▶ _Try it_: Filter the listing below down to the lines with the word "name" and copy those.

▶ _Data records_:
┏━━
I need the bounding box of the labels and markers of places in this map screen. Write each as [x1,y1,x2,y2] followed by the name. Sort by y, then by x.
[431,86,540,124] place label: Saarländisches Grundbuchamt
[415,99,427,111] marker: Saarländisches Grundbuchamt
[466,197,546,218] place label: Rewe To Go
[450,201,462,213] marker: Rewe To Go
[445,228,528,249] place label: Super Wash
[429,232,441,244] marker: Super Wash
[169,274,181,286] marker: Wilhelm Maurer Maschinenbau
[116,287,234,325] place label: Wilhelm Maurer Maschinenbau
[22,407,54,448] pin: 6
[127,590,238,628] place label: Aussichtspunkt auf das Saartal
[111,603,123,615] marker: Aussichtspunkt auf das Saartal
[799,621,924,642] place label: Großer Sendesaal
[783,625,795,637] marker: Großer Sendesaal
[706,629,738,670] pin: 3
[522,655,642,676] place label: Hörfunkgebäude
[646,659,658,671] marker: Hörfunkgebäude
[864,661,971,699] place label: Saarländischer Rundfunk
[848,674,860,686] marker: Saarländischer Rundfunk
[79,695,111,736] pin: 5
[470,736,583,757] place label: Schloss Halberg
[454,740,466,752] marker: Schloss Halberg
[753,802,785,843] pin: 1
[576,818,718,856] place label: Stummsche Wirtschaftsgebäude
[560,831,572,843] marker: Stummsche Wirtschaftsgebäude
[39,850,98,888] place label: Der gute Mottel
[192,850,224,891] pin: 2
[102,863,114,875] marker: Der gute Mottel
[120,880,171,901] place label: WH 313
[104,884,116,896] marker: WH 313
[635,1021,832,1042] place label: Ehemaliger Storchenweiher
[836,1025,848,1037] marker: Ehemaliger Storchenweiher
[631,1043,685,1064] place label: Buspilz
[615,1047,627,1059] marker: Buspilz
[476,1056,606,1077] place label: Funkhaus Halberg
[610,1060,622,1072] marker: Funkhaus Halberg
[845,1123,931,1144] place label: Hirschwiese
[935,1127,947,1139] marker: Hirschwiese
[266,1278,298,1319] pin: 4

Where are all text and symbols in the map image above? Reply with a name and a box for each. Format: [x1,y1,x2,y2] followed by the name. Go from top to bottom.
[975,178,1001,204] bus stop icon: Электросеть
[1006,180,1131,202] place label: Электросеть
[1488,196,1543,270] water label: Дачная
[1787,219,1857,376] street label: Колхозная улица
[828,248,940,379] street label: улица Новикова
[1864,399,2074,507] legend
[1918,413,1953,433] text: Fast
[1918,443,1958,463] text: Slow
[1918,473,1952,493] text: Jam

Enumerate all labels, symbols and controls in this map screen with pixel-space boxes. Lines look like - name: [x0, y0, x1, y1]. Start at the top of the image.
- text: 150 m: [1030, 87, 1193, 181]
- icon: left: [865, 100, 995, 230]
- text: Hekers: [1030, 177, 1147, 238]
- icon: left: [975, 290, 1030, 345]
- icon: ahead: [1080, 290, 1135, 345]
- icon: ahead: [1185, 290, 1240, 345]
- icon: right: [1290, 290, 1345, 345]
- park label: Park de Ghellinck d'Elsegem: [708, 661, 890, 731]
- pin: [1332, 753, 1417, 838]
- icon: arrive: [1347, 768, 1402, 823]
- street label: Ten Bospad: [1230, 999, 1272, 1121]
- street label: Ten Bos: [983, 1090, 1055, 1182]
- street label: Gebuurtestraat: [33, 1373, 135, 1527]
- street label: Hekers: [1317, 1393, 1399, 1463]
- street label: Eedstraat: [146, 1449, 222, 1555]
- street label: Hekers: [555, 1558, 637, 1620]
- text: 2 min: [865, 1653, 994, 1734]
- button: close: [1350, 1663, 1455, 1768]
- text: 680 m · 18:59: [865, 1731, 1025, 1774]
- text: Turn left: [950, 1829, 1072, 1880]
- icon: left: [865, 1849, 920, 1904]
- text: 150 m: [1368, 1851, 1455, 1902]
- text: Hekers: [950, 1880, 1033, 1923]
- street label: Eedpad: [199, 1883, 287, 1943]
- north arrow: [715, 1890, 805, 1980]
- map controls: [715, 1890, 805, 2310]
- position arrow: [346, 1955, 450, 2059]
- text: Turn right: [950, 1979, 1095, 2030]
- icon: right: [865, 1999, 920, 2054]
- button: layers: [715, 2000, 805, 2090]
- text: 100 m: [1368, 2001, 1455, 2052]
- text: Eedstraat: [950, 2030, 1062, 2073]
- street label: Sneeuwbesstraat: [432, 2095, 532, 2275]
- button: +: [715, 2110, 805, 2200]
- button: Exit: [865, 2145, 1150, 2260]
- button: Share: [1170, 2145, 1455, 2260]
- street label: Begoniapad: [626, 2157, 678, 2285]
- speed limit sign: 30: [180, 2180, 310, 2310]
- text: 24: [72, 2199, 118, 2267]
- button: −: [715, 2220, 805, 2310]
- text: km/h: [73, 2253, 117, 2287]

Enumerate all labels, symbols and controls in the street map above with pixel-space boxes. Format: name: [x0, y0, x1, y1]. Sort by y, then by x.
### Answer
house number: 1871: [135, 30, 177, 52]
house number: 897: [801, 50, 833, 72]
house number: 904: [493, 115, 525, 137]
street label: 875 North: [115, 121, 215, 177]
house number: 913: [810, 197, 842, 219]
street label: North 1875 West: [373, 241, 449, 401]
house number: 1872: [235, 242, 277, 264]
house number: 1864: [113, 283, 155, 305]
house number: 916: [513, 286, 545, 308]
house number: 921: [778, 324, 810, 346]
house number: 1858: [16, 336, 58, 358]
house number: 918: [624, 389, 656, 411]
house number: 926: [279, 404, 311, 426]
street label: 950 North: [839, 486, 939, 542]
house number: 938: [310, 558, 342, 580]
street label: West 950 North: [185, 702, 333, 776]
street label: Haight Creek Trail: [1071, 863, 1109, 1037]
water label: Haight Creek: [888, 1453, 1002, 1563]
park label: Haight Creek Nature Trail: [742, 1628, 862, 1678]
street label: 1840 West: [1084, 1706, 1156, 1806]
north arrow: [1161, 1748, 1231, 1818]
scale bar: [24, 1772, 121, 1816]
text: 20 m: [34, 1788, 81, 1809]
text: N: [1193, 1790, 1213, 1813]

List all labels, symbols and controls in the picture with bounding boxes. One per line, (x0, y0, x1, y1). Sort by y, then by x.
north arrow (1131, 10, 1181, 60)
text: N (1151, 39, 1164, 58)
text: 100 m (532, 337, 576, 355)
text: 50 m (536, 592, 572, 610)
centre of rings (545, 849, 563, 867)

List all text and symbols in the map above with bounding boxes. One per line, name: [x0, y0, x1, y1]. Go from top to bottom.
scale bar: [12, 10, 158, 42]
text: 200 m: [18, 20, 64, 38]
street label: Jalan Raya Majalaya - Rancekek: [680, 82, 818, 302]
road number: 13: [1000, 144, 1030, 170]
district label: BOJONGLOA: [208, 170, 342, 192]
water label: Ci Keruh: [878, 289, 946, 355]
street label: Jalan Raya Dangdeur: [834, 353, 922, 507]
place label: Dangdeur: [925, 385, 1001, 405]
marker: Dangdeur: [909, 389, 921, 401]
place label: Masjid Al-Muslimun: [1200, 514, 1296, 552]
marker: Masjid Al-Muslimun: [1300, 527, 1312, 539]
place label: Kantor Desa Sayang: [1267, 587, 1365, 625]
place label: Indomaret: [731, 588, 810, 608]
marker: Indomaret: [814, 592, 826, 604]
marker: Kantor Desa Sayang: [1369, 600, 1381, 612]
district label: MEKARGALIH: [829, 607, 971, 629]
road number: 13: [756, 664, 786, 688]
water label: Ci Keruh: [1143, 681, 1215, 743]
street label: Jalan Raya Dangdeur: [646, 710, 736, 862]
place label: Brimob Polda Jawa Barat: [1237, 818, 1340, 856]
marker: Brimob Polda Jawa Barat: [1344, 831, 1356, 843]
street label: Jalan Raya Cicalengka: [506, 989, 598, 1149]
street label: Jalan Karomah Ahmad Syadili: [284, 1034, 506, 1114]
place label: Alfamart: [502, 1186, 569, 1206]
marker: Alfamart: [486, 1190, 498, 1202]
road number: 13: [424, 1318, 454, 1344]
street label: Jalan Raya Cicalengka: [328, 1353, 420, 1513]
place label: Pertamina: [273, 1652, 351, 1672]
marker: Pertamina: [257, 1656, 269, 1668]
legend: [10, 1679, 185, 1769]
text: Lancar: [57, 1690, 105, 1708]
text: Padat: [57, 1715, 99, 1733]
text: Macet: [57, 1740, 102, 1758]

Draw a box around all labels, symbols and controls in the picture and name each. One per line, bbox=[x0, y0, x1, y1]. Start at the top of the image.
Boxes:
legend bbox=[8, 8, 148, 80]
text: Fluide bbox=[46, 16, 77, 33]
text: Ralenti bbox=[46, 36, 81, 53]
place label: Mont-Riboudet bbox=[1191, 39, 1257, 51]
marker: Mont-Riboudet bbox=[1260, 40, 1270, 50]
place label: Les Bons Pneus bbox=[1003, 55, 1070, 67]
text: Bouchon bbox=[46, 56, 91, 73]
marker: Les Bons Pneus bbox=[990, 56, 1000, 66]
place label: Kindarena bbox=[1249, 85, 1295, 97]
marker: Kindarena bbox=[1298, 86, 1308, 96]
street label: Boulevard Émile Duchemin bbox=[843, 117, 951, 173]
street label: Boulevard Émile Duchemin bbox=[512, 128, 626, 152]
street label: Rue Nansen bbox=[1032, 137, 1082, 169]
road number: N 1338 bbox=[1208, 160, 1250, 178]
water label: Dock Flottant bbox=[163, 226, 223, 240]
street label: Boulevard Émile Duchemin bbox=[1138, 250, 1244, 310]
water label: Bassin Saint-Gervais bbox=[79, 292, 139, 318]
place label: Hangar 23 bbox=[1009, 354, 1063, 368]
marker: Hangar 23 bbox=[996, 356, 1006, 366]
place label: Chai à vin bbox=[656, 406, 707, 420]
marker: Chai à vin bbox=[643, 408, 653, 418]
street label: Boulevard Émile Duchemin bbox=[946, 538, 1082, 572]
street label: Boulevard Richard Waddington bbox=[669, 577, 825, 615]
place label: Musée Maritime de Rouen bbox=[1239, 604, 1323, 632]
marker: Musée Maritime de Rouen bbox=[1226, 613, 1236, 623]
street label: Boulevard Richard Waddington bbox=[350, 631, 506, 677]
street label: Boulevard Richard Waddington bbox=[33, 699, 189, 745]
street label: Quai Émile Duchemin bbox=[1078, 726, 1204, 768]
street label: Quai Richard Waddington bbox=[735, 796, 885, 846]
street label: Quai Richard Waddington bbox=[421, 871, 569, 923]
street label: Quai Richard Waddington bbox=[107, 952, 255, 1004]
┗━━
▶ _Output for this task_:
I need the bounding box of the labels and markers of places in this map screen. Write each as [x1,y1,x2,y2] followed by the name. Sort by y, then by x.
Where are all text and symbols in the map image above? Reply with a name and a box for each. Format: [x1,y1,x2,y2] followed by the name. Go from top to bottom.
Enumerate all labels, symbols and controls in this map screen with pixel-space boxes. Lines look like - name: [x0, y0, x1, y1]. Start at the top of the image.
Enumerate all labels, symbols and controls in the street map above with pixel-space boxes. Format: name: [x0, y0, x1, y1]. Sort by y, then by x.
List all text and symbols in the map above with bounding boxes. One per line, name: [x0, y0, x1, y1]. Go from top to bottom.
Draw a box around all labels, symbols and controls in the picture and name each. One per line, bbox=[x0, y0, x1, y1]. Start at the top of the image.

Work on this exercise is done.